The indenture under which our 7.0% senior unsecured notes due 2022 are issued contains various
covenants, including covenants that, subject to certain exceptions, limit our and our restricted subsidiaries’ ability to
incur and/or guarantee additional debt; pay dividends, repurchase shares or make certain other restricted
payments; enter into agreements limiting dividends and certain other restricted payments; prepay, redeem or
repurchase subordinated debt; grant liens on assets; enter into sale and leaseback transactions; merge, consolidate
or transfer or dispose of substantially all of our consolidated assets; sell, transfer or otherwise dispose of property
and assets; and engage in transactions with affiliates.
Our credit agreement and senior unsecured notes indenture also contain customary representations,
warranties and events of default. As of June 30, 2015, we were in compliance with all financial and other covenants
under the credit agreement and senior unsecured notes indenture.
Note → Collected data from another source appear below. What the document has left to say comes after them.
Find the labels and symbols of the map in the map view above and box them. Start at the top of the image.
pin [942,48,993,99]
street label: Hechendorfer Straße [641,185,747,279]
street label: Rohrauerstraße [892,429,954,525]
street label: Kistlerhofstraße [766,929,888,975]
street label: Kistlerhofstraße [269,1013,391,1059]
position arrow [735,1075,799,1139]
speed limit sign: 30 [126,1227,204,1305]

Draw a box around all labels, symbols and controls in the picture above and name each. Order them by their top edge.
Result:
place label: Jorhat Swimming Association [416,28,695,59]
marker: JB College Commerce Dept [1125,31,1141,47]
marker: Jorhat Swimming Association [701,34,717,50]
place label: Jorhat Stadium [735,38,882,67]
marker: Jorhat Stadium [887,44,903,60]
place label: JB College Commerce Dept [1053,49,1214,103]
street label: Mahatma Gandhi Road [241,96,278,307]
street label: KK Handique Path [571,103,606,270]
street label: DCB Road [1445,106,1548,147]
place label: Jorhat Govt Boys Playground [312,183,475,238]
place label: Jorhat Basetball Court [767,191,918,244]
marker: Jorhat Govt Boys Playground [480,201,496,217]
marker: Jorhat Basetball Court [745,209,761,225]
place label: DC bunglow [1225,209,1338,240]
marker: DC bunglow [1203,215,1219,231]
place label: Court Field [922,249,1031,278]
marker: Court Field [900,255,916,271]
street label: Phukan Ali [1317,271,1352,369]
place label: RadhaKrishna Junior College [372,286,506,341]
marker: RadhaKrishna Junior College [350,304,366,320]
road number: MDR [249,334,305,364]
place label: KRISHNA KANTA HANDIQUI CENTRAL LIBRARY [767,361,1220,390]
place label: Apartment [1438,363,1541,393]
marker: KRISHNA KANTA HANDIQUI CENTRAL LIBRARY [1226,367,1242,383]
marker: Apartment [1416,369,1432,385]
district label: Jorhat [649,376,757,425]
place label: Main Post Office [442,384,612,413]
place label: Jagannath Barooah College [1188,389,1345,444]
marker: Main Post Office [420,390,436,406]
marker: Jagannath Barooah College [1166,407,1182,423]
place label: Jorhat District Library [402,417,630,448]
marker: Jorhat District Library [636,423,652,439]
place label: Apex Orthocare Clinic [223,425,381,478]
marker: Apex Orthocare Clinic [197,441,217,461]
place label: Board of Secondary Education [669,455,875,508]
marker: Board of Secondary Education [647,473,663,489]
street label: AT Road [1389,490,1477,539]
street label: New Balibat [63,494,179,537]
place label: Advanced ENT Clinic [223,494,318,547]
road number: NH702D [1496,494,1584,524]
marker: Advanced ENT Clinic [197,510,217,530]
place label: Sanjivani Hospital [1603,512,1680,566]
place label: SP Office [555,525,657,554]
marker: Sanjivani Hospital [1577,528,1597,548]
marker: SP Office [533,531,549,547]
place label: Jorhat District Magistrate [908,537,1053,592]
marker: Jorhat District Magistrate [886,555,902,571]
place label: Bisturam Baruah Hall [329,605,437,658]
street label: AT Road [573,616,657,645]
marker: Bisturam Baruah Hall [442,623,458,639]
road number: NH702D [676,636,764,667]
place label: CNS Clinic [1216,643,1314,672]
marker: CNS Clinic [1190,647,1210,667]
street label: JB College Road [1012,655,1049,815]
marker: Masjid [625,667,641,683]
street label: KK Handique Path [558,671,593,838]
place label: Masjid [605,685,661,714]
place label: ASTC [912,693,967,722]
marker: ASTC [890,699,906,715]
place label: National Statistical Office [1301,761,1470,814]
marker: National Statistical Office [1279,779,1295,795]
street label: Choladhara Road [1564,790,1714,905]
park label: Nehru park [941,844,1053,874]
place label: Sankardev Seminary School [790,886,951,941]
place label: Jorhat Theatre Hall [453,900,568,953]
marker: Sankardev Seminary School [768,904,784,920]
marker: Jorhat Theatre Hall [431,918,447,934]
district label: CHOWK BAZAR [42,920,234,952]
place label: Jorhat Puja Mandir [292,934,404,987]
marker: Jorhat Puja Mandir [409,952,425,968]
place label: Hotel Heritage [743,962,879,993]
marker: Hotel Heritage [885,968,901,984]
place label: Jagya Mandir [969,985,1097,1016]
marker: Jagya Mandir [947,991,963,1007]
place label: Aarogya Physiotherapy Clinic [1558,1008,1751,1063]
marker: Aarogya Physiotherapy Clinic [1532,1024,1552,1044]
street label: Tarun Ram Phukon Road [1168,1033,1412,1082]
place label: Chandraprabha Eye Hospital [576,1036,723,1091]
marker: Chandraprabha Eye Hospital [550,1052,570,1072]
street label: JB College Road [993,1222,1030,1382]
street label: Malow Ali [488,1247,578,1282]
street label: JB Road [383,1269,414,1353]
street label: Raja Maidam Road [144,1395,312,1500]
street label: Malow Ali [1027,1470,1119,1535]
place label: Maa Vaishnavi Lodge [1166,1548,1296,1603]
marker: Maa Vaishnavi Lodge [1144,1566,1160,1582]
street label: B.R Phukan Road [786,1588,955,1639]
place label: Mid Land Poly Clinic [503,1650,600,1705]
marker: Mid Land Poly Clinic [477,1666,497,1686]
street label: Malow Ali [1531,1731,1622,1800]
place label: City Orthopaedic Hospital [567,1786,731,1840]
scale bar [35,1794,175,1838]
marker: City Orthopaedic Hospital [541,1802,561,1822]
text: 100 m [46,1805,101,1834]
Other debt. During the fourth quarter of fiscal 2015 we assumed term loans as part of the druck.at,
Exagroup and Easyflyer acquisitions. As of June 30, 2015 we had $11.5 million outstanding for those obligations
that are payable through September 2024.
In addition, we have an uncommitted line of credit with Santander Bank, N.A., and under the terms of the
agreement we may borrow up to $25.0 million at any time, with a maturity date of up to 90 days from the loan
origination date. Under the terms of our uncommitted line of credit, borrowings bear interest at a variable rate of
interest that may change from time to time. As of June 30, 2015 we had $4.5 million outstanding borrowings under
this line of credit.
Our expectations for fiscal year 2016. Our current liabilities continue to exceed our current assets; however,
we believe that our available cash, cash flows generated from operations, and our debt financing capacity will be
sufficient to satisfy our liabilities and planned investments to support our long-term growth strategy for the
foreseeable future. We endeavor to invest large amounts of capital that we believe will generate returns that are
above our weighted average cost of capital. We consider any use of cash that we expect to require more than 12
months to return our invested capital to be an allocation of capital. For fiscal 2016 we expect to allocate capital to
the following broad categories and consider our capital to be fungible across all of these categories:
Large, discrete, internally developed projects that we believe can, over the longer term provide us with
materially important competitive capabilities and/or positions in new markets, such as investments in our
software, service operations and other supporting capabilities for our integrated platform, costs incurred for
post-merger integration efforts and expansion into new geographic markets.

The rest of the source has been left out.